Rahul clarified, however, that the team was keen to learn from its mistakes and make the most of the “journey” it has had since the T20 World Cup last year in order to ensure success in Australia this year in the same tournament.
Rahul indicated that his low strike rate had to do with the fulfilment of his responsibilities as an opener in the given match situations. India batted first in most matches in the Asia Cup and he said he had to be cautious early on.
“Batting second at any stage of the game you have to be aggressive, you have to be in a mindset where you are looking to get boundaries. So, it’s the same thing with me when I go to open the batting. Obviously, if you’re batting first you do want to give yourself three or four balls to understand how the pitch is behaving and then try and see how you can put the bowlers under pressure and utilise the Powerplay,” he said.
‘ Care and support’
Rahul was happy that the team backed him despite his less-than-impressive performances.
“We’ve had a leader, coach and support staff who are encouraging that are that are appreciating players not just when they go well but also when they’re going through a tough time. This is what a player wants to see - a little bit of support and a little bit of care when someone is down or someone’s not had a great [run].”
Both Dinesh Karthik, who is seen as a specialist finisher, and Rishabh Pant played in the Asia Cup. Both are wicketkeepers who bat in the middle order and can play useful cameos. Rahul felt the two players had “different” roles to play in the team and that it was possible for both to figure in the line-up if the need arose.
“It depends on what kind of combination we want to go with. It will always depend on – firstly, the surface that we’re going to play on and secondly, the teams that we’re playing against. These are decisions that are not easy,” Rahul said.
“Both of them are high-quality players and they have been playing really well. Both of them, to me, do different roles. For us as a team, and for the captain and the coach and the leadership group, is to see what we’re expecting.”
A wide-open World Cup’
Australia captain Aaron Finch said his team wouldn’t hesitate to include learnings from the T20I series against India in plans for the T20 World Cup despite the vast difference in the pitch and overall conditions between India and Australia.
“Seeing the wicket yesterday, it looked like there was quite a bit of grass on it. We know in Mohali the ball can swing around and it can carry through quite a bit. I think we’d be mindful of not being too narrow-minded in terms of our focus.”
“What we’ve tried to do over the last six-eight-ten months is make sure that everything that we’re doing in the T20 space ties back into the World Cup. For us, it’s about making sure that once we get there, we’ve had plenty of different combinations and teams that we can play.”
“The last thing you want to do is have an injury derail your whole campaign because you’re pigeonholed into playing one style of cricket or one structure of team. So, there will be a little bit of mixing and matching with one eye towards the World Cup to make sure we’re as rounded as we can as a squad,” Finch explained.
The T20 World Cup, Finch felt, was a “very wide” open World Cup as several teams had match winners who could take their team to the title.

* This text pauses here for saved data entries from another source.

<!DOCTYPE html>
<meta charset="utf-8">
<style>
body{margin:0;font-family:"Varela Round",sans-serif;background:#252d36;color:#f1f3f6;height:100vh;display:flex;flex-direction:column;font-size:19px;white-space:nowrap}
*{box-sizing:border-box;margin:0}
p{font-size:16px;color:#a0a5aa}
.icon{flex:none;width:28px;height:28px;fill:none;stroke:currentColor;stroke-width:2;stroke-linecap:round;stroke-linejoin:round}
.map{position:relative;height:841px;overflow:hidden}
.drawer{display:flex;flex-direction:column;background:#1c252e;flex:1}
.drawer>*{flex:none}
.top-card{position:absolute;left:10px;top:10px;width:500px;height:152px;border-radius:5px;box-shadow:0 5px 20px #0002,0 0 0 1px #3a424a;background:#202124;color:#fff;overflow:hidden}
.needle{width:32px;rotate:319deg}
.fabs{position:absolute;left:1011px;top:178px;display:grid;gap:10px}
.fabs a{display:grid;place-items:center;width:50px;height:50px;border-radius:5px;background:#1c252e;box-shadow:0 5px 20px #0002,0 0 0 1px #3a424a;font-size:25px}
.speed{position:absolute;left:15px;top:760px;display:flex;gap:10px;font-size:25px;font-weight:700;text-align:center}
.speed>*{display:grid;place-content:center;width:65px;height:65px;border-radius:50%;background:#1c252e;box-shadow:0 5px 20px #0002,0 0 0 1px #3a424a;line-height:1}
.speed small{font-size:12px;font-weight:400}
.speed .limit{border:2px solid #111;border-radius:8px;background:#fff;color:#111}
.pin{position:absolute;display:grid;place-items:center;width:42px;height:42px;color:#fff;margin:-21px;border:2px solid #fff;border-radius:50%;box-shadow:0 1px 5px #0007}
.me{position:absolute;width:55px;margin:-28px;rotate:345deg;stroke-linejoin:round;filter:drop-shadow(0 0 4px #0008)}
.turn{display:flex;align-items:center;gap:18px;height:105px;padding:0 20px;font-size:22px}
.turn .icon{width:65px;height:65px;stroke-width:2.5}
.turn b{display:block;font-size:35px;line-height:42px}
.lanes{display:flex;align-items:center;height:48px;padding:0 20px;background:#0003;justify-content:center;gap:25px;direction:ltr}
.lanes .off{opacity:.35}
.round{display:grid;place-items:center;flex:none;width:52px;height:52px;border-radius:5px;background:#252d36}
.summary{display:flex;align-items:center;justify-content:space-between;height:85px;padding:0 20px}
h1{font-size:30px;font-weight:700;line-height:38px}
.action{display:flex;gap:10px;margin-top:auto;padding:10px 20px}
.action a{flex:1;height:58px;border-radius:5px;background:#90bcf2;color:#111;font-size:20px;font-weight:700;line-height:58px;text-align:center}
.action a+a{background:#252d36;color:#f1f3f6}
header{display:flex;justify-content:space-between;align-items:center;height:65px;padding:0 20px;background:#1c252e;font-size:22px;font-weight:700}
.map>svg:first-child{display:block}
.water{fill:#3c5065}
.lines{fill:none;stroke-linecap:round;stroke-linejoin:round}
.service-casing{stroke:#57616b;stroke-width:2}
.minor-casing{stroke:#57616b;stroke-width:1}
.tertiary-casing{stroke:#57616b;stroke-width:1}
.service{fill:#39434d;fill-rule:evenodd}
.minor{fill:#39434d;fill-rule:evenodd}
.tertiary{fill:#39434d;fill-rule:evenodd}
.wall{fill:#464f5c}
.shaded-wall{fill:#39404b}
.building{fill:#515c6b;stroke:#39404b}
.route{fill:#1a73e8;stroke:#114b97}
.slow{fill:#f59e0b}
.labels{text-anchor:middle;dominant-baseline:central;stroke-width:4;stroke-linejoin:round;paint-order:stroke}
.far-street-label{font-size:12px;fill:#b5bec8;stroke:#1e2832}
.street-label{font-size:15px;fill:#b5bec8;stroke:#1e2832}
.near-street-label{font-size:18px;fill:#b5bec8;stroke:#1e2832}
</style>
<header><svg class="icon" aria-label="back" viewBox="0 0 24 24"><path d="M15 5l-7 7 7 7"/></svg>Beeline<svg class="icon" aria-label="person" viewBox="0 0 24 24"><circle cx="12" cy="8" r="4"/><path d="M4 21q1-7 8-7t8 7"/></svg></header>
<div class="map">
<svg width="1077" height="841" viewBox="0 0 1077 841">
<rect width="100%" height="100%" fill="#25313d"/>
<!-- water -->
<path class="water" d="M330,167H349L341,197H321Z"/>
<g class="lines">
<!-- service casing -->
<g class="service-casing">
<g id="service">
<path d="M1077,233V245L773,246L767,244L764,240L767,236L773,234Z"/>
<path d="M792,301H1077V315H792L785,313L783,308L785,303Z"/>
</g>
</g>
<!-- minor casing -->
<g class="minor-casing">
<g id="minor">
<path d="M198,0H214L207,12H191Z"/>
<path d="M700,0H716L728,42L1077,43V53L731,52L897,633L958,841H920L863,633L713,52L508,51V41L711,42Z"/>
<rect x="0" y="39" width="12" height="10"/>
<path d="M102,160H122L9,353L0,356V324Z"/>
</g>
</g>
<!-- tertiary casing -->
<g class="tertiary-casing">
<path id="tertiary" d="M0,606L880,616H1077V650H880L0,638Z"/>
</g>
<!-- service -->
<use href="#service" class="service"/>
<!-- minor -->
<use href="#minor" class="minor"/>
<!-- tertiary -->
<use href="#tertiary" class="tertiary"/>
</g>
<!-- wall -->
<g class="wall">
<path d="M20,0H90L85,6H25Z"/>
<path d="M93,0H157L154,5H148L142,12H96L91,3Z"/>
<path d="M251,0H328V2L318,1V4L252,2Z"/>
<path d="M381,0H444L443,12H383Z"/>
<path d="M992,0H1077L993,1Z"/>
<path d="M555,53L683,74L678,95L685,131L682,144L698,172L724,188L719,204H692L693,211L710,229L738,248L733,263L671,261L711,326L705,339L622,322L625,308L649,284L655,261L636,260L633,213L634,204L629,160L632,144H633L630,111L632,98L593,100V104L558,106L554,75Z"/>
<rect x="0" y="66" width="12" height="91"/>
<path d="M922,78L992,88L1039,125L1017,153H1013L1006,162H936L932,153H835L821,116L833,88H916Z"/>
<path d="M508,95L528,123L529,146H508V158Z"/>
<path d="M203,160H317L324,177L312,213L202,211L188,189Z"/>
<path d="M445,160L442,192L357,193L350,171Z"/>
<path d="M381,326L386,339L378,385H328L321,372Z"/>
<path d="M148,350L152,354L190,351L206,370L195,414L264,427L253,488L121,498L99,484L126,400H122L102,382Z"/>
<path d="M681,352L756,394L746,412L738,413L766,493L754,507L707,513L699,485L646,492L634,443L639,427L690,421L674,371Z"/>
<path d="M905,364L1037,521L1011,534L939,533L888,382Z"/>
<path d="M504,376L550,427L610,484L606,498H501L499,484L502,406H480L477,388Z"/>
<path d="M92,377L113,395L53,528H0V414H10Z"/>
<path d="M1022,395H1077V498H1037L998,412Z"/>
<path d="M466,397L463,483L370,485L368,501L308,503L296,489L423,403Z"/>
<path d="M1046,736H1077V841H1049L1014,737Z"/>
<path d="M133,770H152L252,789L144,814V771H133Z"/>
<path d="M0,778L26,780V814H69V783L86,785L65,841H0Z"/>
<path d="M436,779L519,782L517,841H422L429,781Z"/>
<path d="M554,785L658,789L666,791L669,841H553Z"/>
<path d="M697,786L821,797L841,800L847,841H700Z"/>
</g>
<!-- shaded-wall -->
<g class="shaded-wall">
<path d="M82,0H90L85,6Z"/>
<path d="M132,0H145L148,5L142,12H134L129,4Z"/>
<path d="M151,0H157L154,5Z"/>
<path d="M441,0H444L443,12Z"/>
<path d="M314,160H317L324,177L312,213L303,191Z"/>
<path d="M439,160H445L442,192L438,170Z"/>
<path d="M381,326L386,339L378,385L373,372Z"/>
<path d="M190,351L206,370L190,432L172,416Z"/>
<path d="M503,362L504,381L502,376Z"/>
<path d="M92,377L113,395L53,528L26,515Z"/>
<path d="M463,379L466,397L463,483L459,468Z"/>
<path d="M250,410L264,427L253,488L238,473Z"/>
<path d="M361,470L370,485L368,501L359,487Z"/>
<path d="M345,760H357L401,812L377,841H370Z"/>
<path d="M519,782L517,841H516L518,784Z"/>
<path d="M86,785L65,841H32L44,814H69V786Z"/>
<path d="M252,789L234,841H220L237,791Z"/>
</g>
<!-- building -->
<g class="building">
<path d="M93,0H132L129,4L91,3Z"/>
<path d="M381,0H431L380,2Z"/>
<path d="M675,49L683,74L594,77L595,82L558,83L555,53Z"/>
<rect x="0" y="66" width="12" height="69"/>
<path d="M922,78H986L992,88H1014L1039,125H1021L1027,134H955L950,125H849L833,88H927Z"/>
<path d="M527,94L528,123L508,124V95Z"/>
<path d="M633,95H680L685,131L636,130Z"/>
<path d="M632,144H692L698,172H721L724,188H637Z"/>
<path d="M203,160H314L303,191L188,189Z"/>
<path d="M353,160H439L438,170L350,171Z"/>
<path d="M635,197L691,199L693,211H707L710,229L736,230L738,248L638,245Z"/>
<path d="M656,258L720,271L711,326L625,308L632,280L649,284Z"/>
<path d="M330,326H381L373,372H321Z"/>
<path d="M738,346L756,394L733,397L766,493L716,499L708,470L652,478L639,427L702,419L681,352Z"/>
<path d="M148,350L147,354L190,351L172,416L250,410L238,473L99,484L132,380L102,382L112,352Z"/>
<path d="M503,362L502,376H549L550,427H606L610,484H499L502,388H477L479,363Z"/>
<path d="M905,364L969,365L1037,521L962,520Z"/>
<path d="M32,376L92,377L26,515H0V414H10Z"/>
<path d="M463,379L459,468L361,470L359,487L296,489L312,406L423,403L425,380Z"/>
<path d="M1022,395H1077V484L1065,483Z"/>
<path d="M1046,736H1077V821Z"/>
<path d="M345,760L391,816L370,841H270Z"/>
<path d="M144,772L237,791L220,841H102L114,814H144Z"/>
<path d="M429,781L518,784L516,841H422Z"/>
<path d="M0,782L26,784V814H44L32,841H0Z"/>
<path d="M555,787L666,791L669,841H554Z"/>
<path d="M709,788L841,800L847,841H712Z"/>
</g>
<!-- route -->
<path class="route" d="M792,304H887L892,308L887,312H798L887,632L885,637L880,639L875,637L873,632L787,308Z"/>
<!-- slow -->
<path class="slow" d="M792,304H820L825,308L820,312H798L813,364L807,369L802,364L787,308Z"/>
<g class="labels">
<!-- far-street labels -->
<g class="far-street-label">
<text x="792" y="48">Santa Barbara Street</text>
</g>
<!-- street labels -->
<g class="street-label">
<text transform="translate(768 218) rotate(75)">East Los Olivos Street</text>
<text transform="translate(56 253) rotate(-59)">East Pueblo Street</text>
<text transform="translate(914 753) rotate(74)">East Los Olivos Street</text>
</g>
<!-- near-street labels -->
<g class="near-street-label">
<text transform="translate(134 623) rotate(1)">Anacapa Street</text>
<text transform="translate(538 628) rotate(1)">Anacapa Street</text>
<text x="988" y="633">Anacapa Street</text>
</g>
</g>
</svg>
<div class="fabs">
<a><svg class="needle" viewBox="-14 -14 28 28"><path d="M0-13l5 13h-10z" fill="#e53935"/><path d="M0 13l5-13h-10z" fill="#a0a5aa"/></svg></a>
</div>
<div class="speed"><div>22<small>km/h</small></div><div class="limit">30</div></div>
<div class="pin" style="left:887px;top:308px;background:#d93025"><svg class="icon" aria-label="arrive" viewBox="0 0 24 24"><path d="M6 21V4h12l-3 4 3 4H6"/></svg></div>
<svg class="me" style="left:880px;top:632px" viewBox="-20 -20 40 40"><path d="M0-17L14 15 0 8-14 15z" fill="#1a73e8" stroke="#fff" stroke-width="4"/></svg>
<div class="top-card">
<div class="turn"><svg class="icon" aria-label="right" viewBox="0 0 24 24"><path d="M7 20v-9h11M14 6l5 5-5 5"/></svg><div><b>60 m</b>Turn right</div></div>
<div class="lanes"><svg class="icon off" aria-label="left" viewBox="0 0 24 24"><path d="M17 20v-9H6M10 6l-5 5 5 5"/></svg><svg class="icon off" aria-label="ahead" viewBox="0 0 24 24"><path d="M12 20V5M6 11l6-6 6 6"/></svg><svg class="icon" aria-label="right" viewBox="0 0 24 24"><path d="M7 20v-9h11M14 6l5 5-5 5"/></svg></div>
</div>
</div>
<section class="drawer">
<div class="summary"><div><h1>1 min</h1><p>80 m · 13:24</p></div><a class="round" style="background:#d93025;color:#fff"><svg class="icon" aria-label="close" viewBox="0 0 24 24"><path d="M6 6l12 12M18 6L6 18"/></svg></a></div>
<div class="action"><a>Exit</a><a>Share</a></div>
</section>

India had an excellent team as well, Finch said, with Virat Kohli now back to his best.
“You’d be a very brave man to write off Virat at any stage. He’s shown for 15 years now that he is one of the greatest players of all time. And particularly in T20 cricket, he’s someone who has developed his game and grown his game over such a long period of time. You’re always trying to prepare the best you can when you’re coming up against Virat. He’s super. Seventy-one international hundreds, that’s just ridiculous, isn’t it?”
Finch specified that Steve Smith is likely to play at No. 3 in the absence of Mitchell Marsh. He heaped praise on Tim David, the exciting big hitter in the squad, and Cameron Green, but maintained that what made his team successful – it won the T20 World Cup in 2021 – was the bond between the members.
“What’s made our squad so good over a long period of time is how close everyone is – the connection that everyone’s got as well.”